The Land Question in the Food Sovereignty Project

Pages 434-451 | Published online: 28 Oct 2014
 

Abstract

This essay explores the changing landscape of food sovereignty politics in the shadow of the so-called ‘land grab’. While the food sovereignty movement emerged within a global agrarian crisis conjuncture triggered by northern dumping of foodstuffs, institutionalized in WTO trade rules, the twenty-first-century food, energy and financial crises intensify this crisis for the world's rural poor (inflating prices of staple foods and agri-inputs) deepening the process of dispossession. The circulation of food is compounded by global financial flows into enclosing land for industrial agriculture and/or speculation, challenging small producer rights across the world. Under these conditions, the terms of struggle for the food sovereignty movement are shifting towards a human rights politics on the ground as well as in global forums like the FAO's Committee on World Food Security. This includes in particular the need to develop a discursive politics to reframe what is at stake, namely the protection and support of a production model based on social co-operation, multi-functionality and ecologically restorative principles.

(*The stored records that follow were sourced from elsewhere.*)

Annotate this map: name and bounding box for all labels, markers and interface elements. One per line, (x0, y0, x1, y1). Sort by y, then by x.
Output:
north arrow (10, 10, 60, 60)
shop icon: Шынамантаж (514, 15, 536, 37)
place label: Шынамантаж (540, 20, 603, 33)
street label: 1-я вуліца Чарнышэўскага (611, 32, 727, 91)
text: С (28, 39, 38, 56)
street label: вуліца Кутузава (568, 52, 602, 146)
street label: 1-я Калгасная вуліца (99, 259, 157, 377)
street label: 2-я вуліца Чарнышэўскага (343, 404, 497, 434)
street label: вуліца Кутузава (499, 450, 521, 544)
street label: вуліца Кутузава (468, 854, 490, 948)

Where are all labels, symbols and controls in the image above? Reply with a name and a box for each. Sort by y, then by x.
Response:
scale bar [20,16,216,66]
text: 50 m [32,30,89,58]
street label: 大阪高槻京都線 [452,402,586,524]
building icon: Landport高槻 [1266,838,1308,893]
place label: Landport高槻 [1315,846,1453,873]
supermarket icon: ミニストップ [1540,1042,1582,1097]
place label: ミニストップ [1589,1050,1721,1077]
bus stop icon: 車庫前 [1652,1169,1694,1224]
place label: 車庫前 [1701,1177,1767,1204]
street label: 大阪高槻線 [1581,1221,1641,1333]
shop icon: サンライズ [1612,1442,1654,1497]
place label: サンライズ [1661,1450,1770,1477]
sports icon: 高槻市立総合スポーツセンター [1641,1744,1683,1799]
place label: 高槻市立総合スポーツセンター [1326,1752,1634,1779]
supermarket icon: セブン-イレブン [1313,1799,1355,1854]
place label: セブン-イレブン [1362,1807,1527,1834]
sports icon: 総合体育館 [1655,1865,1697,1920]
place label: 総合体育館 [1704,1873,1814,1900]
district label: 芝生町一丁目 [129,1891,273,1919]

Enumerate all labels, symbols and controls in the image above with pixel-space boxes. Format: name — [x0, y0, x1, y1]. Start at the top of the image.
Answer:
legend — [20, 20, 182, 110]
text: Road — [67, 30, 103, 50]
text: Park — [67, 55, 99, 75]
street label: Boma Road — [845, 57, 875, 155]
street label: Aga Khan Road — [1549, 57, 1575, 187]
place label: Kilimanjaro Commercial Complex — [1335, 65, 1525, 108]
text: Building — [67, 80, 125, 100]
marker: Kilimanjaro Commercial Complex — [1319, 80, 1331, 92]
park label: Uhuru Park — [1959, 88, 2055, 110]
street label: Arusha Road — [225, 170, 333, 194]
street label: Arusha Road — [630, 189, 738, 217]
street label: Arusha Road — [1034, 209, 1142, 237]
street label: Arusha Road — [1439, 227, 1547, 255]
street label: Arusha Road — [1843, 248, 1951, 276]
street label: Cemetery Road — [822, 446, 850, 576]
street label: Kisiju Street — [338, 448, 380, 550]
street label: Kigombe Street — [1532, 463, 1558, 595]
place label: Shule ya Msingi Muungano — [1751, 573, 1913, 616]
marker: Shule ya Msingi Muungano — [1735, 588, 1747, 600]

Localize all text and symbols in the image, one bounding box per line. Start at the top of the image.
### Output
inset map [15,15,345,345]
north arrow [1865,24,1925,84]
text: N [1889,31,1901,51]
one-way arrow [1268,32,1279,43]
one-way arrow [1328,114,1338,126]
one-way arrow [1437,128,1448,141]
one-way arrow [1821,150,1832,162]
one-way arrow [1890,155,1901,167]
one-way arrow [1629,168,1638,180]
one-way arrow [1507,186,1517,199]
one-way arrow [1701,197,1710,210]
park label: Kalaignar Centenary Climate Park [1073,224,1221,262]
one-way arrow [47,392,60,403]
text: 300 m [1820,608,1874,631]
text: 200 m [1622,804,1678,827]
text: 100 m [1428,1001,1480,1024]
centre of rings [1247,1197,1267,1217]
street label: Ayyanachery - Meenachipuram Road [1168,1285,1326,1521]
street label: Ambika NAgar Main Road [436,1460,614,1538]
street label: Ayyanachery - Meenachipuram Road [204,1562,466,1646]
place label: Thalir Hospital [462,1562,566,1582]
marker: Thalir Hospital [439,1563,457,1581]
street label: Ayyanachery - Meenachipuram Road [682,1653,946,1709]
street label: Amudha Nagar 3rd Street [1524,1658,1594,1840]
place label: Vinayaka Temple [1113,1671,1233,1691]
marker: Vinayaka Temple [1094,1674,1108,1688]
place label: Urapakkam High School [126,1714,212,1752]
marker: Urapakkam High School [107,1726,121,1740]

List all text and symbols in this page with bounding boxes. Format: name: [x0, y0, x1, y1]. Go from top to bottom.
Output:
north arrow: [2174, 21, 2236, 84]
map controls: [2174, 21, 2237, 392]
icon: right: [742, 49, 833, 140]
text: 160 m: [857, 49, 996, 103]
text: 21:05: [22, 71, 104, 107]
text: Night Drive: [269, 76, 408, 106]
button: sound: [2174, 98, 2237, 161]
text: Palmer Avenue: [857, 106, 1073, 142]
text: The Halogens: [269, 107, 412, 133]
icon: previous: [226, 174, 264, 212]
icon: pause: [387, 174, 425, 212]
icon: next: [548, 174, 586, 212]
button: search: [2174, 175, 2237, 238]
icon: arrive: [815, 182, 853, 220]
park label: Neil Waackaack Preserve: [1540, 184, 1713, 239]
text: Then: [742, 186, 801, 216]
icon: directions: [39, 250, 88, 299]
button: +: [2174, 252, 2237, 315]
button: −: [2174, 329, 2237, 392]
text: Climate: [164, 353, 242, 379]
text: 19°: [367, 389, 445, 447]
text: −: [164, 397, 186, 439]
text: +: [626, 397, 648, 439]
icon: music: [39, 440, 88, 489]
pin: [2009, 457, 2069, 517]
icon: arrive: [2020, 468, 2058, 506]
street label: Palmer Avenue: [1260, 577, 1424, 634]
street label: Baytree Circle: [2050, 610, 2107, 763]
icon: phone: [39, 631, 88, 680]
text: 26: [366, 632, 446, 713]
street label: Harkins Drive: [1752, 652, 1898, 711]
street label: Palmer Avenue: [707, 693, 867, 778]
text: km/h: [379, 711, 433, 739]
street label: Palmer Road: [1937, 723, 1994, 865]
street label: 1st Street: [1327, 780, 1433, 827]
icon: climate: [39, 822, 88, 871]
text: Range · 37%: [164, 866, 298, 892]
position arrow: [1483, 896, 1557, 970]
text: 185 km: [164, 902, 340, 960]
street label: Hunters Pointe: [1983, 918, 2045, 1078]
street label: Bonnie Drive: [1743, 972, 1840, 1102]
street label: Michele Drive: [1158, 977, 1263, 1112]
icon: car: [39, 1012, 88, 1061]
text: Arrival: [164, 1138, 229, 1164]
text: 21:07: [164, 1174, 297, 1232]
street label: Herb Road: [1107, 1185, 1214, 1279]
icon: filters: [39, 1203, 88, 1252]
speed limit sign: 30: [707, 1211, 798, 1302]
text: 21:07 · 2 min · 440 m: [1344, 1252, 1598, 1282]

Extracto – El presente ensayo explora el cambiante panorama de las políticas de soberanía alimentaria a la sombre de así llamado “acaparamiento de tierras”. Mientras que los movimientos por la soberanía alimentaria surgieron en medio de una coyuntura global de crisis agraria resultante del desperdicio de alimentos de los norteños, institucionalizado en dos normas de la Organización Mundial de Comercio (OMC), las crisis del siglo XXI en materia de alimentos, energía y financiera intensificaron esta crisis del mundo rural de los pobres (por la inflación de los precios de los alimentos básicos y de los insumos agrícolas), profundizando así el proceso de desposesión de la tierra. La circulación de alimentos se ve alterada en forma compuesta por los flujos financieros de flujos financieros globales que la llevan a la delimitación de tierras para agricultura industrial y/o especulación, desafiando los derechos de los pequeños productores a lo largo y ancho del mundo. Bajo estas condiciones, los términos del conflicto por un movimiento de soberanía alimentaria se han desplazado hacia las políticas de derechos humanos tanto en sus bases como en los foros globales tales como el Comité de Seguridad Alimentaria de la FAO. Esto incluye, en particular, la necesidad de desarrollar una política discursiva para dar nueva forma a lo que se encuentra en juego, en decir la protección y respaldo de un modelo de producción basado en la cooperación social y en principios multifuncionales y de restauración ecológica.

Acknowledgements

The author is indebted to three sturdy reviewers for critical feedback.

Funding

The author acknowledges, with thanks, the support of a Research Council of Norway grant: ‘Cultures, Values, Ethics, Arguments and Justifications in the Management of Agricultural Land (FORFOOD)’, Center for Rural Research, Trondheim, 2013–2016.

Notes

1 For an argument about the originary significance of the food sovereignty movement for southern agrarian societies, with which this essay is concerned, see McMichael (Citation2013c).

2 For a fuller account of this process, see McMichael (Citation2012).

3 At the time, the WTO was the clearly identified enemy. According to the statement prepared by the women who participated in the Vía Campesina delegation in Seattle in 1999: ‘Despite all the protests in Seattle, we thank the WTO for unifying small farmers worldwide. During the week-long work in Seattle, we have now succeeded in globalizing the struggle and globalizing our hopes’ (Desmarais & Nicholson, Citation2013, p. 7).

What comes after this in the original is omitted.